- **TASK**: Going line by line through the records below, count those containing the word "center", then give only the count.

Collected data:
----

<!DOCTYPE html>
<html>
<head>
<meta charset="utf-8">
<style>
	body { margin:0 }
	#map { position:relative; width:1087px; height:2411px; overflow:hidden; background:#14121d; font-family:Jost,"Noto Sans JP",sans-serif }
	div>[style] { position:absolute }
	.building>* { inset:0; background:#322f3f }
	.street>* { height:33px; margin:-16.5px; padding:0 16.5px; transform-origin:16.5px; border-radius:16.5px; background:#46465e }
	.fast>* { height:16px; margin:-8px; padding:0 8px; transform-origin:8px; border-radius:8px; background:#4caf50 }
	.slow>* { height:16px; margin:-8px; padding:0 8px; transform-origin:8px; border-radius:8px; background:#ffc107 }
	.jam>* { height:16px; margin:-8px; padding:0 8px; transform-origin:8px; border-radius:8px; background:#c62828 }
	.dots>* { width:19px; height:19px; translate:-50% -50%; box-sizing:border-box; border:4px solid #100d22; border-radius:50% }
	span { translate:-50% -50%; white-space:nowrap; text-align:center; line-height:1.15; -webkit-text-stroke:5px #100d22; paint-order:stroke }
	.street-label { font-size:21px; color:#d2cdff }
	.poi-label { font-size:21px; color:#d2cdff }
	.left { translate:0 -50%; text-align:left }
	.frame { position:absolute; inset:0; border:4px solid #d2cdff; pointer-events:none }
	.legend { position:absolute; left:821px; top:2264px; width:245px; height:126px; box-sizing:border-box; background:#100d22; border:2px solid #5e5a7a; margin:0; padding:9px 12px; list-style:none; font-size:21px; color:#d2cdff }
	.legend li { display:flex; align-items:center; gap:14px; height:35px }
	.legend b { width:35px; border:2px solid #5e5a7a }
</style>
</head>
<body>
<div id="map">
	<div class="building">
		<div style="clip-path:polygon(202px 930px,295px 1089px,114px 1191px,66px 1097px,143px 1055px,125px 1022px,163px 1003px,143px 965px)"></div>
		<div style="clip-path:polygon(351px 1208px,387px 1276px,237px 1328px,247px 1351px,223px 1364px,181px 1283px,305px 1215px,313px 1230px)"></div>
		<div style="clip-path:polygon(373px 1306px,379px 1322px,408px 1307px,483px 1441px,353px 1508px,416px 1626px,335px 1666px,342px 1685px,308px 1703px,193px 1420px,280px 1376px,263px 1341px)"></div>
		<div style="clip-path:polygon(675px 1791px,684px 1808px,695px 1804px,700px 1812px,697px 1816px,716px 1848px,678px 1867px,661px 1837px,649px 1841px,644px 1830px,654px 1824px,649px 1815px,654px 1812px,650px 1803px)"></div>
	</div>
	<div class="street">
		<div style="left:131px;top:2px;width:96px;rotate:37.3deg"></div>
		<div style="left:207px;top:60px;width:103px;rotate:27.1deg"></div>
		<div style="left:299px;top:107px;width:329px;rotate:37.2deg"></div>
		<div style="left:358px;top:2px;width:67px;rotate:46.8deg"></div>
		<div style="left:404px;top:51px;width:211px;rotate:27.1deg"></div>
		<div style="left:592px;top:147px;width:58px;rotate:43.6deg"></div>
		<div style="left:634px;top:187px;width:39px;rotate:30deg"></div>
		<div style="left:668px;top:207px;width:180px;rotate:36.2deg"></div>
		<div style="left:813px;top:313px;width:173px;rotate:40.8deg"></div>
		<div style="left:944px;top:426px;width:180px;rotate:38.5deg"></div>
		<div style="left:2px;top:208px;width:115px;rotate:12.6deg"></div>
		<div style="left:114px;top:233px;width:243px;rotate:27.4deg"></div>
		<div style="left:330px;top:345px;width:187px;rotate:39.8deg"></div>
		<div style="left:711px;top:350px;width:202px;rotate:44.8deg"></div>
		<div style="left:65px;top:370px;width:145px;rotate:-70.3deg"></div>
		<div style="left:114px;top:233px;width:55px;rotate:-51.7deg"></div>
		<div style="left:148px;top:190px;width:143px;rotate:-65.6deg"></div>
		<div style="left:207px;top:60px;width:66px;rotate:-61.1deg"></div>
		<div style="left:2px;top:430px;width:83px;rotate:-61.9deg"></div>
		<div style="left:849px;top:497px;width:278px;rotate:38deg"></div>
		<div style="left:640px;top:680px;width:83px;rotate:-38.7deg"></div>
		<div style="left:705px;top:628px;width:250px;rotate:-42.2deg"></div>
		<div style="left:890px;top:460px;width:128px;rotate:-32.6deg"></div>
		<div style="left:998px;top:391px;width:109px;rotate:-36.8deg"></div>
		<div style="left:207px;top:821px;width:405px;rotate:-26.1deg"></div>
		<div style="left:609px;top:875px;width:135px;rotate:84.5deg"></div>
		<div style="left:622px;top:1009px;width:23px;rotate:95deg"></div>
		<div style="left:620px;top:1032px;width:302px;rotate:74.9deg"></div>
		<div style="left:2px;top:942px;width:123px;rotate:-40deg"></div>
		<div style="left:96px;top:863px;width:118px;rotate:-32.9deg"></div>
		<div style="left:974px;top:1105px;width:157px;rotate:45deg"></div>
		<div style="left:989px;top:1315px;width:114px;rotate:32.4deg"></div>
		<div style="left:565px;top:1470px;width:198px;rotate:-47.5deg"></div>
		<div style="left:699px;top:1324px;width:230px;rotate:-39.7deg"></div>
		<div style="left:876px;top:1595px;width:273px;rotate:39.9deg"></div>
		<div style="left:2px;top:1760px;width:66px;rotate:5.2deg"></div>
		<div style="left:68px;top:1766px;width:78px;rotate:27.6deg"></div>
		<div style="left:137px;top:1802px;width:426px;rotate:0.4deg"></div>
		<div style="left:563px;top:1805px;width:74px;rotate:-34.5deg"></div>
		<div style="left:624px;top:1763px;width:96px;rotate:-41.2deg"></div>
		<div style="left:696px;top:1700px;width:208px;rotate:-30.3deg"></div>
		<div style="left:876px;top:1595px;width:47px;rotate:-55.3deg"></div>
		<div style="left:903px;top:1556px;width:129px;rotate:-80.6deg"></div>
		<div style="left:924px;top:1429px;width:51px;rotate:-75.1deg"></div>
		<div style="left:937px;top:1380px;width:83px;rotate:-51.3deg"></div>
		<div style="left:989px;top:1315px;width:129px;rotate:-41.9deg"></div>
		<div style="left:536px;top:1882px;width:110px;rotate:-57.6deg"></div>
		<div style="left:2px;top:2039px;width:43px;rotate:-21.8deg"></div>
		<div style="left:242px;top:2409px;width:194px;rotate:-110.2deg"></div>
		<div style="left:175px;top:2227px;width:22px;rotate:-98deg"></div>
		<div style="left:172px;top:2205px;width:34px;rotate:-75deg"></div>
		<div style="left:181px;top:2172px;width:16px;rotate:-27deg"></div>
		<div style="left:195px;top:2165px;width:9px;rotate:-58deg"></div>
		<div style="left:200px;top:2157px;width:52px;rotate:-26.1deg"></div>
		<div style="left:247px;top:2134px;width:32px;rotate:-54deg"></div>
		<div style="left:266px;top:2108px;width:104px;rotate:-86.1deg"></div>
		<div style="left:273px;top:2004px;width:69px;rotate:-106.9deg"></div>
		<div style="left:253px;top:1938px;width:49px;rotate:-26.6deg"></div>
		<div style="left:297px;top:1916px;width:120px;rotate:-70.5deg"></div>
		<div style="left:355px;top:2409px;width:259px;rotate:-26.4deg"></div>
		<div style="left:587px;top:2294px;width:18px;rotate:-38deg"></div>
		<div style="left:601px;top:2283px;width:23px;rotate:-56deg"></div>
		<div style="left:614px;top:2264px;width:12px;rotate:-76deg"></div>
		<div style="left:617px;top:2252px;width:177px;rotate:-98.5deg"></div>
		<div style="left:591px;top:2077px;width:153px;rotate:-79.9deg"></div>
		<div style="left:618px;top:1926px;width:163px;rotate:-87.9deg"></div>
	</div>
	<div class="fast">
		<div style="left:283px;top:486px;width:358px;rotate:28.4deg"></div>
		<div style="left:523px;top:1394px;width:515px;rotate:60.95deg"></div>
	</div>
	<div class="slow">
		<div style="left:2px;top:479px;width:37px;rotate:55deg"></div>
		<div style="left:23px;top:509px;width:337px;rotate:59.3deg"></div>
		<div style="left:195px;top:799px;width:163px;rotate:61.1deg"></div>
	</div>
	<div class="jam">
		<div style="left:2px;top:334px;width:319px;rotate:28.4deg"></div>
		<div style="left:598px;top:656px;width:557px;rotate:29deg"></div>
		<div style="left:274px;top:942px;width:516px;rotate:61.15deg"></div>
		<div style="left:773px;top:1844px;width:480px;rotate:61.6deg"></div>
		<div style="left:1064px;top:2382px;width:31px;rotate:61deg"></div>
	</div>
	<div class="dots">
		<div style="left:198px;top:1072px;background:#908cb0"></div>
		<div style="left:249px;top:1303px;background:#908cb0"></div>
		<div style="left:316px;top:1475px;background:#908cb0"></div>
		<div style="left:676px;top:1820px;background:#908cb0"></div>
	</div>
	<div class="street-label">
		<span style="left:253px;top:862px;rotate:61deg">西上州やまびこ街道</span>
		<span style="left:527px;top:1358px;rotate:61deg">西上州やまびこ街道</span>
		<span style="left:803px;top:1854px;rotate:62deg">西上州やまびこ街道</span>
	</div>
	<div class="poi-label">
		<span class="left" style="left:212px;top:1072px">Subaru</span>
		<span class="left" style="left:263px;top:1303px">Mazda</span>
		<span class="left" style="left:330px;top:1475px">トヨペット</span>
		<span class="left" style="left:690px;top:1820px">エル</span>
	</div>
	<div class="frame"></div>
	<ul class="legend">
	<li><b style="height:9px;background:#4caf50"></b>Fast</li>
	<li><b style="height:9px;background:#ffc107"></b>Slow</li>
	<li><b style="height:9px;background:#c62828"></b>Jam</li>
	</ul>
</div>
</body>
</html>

----

- **REPLY TO THE EXERCISE**: 2